### DIRECTIONS FOR THIS TASK
Every line from the one with "Instruction: Transcribe the names and structure of this" to the one with "Quick job: Extract", including those two, is to be copied exactly; all other lines of the entries below are left out.

[Saved entries]
________________________
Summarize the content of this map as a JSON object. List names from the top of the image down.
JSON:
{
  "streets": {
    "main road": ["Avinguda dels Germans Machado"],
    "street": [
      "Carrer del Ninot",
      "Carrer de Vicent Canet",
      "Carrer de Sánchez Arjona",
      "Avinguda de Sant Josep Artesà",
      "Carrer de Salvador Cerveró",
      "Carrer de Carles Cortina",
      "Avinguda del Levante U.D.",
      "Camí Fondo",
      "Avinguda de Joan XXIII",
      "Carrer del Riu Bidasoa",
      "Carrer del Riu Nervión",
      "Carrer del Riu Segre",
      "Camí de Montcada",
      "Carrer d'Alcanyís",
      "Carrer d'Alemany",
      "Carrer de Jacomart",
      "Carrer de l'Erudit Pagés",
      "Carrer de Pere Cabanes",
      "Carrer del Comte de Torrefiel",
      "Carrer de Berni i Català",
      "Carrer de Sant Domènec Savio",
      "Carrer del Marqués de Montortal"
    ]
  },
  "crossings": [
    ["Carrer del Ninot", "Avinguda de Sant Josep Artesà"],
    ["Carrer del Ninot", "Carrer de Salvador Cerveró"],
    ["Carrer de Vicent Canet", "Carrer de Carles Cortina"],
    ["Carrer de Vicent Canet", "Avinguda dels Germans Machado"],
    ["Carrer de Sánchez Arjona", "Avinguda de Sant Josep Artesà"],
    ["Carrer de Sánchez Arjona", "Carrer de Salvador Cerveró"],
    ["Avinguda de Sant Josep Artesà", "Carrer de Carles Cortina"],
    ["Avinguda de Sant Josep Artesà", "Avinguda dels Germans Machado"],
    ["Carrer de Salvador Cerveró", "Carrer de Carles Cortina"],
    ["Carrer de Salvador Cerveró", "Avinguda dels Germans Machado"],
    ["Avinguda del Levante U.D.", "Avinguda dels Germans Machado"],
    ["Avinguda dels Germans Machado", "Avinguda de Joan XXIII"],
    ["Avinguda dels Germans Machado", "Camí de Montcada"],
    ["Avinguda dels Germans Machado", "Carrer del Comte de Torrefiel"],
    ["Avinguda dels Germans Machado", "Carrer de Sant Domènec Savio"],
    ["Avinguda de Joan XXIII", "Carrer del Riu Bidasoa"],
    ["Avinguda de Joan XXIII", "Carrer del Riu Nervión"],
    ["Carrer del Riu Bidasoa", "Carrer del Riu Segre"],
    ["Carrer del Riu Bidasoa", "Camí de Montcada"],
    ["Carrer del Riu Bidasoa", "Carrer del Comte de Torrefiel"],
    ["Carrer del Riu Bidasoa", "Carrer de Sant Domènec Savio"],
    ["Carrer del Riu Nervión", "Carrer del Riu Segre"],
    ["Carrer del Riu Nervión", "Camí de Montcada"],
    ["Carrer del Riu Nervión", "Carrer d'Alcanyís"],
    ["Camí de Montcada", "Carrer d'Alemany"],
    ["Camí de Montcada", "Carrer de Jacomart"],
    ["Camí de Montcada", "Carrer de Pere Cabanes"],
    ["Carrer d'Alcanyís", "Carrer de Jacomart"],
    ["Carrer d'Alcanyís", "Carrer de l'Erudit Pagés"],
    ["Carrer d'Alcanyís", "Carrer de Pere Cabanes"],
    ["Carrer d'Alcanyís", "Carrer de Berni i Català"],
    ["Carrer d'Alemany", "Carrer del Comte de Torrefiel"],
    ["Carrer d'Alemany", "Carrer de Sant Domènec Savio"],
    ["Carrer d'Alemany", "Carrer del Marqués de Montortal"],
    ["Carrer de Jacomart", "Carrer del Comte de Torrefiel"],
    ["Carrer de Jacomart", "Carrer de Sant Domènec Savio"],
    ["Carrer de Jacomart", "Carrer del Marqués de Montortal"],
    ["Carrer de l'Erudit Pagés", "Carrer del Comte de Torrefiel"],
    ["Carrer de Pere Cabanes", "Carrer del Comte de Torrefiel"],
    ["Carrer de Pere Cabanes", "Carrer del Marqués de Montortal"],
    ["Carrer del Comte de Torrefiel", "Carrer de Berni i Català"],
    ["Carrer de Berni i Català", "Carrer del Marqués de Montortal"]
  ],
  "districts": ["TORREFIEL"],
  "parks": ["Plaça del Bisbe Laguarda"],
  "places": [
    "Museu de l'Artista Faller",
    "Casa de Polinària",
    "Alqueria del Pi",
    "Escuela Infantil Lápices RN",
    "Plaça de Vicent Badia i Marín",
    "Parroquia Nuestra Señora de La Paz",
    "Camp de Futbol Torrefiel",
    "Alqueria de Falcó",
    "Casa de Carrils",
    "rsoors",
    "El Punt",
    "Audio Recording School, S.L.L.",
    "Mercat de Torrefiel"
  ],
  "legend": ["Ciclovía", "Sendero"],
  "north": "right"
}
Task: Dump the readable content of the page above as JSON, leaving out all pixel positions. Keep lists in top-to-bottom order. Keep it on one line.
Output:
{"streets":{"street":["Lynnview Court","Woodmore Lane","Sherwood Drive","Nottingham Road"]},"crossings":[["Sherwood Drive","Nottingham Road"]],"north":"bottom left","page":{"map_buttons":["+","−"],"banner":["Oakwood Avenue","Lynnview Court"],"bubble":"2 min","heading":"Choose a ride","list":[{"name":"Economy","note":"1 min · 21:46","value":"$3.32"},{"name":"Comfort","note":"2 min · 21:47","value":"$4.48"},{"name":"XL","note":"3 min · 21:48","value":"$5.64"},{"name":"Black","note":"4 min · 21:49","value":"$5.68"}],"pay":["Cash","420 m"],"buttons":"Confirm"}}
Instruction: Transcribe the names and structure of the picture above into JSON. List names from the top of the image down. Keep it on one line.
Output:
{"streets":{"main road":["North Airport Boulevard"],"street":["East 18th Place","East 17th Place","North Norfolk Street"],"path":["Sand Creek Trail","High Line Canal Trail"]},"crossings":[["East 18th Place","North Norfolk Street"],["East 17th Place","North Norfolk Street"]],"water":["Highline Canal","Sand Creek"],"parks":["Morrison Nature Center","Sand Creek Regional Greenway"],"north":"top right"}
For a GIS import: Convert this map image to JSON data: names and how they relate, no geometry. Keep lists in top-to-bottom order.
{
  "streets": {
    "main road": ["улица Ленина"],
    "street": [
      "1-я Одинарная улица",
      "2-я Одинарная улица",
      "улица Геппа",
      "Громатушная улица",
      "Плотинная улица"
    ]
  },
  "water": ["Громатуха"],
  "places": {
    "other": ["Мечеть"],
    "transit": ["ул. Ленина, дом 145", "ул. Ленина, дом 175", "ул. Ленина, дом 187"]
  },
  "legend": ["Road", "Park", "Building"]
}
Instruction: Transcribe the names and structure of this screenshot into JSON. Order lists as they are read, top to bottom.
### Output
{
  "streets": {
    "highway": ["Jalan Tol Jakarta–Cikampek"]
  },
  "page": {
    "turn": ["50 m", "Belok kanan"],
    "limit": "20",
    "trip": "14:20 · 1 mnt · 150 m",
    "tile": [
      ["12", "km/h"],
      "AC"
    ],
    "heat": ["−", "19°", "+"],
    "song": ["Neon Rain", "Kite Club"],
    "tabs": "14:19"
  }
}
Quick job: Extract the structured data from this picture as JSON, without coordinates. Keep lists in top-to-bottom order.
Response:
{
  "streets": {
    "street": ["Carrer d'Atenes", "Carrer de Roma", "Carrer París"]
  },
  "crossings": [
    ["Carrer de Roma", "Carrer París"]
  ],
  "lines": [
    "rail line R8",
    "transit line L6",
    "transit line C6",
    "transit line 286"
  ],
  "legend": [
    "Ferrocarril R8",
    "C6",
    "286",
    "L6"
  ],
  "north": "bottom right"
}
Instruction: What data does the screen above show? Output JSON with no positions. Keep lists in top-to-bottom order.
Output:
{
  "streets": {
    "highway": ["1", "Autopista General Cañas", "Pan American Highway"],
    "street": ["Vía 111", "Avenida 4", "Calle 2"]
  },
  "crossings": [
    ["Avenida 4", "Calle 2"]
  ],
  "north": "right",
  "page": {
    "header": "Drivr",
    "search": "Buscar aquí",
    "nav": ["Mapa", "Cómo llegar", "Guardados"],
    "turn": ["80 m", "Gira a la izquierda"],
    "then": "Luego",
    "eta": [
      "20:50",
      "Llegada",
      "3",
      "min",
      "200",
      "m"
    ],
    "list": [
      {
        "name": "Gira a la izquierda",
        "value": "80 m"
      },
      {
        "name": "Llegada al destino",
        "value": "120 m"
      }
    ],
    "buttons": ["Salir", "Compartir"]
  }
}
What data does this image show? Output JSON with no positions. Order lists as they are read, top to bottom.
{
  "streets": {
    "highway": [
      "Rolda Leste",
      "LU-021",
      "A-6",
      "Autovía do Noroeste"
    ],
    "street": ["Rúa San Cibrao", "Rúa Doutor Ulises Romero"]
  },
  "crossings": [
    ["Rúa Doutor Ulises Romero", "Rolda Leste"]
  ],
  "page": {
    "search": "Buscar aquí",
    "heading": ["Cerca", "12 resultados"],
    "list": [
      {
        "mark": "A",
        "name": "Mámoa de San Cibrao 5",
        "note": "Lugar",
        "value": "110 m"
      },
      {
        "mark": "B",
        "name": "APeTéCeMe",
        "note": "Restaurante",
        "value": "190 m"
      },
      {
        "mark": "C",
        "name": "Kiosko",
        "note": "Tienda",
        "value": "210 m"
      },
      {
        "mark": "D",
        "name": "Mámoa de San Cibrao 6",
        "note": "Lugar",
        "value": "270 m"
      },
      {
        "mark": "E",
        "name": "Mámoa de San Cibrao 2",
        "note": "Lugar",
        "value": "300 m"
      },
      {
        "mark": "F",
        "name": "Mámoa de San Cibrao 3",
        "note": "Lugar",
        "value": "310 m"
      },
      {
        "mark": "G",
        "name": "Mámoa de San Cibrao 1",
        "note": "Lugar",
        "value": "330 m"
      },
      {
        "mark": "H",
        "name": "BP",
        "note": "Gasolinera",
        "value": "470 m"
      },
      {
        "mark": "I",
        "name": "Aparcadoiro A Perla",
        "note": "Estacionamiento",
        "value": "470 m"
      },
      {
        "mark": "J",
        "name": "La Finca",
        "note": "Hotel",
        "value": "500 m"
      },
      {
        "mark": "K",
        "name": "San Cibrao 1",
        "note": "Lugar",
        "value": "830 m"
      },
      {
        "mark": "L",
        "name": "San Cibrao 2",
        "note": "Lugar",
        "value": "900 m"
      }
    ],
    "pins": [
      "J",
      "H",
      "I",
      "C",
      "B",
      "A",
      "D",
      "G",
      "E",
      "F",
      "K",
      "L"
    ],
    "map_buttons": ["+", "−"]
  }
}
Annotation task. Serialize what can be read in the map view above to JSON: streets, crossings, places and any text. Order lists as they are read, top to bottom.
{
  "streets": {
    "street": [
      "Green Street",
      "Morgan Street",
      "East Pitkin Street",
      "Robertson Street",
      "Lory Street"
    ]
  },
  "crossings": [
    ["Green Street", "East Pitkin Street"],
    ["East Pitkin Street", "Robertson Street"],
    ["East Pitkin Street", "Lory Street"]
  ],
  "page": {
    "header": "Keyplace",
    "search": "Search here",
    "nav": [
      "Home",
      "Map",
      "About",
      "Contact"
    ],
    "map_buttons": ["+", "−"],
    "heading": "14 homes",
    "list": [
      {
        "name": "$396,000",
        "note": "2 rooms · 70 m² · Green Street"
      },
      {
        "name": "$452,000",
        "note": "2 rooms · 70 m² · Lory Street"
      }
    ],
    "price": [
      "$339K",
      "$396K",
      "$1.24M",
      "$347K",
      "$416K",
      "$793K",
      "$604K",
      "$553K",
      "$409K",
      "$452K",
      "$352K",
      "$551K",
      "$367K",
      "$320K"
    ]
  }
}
________________________
### EXERCISE RESPONSE
Instruction: Transcribe the names and structure of this screenshot into JSON. Order lists as they are read, top to bottom.
### Output
{
  "streets": {
    "highway": ["Jalan Tol Jakarta–Cikampek"]
  },
  "page": {
    "turn": ["50 m", "Belok kanan"],
    "limit": "20",
    "trip": "14:20 · 1 mnt · 150 m",
    "tile": [
      ["12", "km/h"],
      "AC"
    ],
    "heat": ["−", "19°", "+"],
    "song": ["Neon Rain", "Kite Club"],
    "tabs": "14:19"
  }
}
Quick job: Extract the structured data from this picture as JSON, without coordinates. Keep lists in top-to-bottom order.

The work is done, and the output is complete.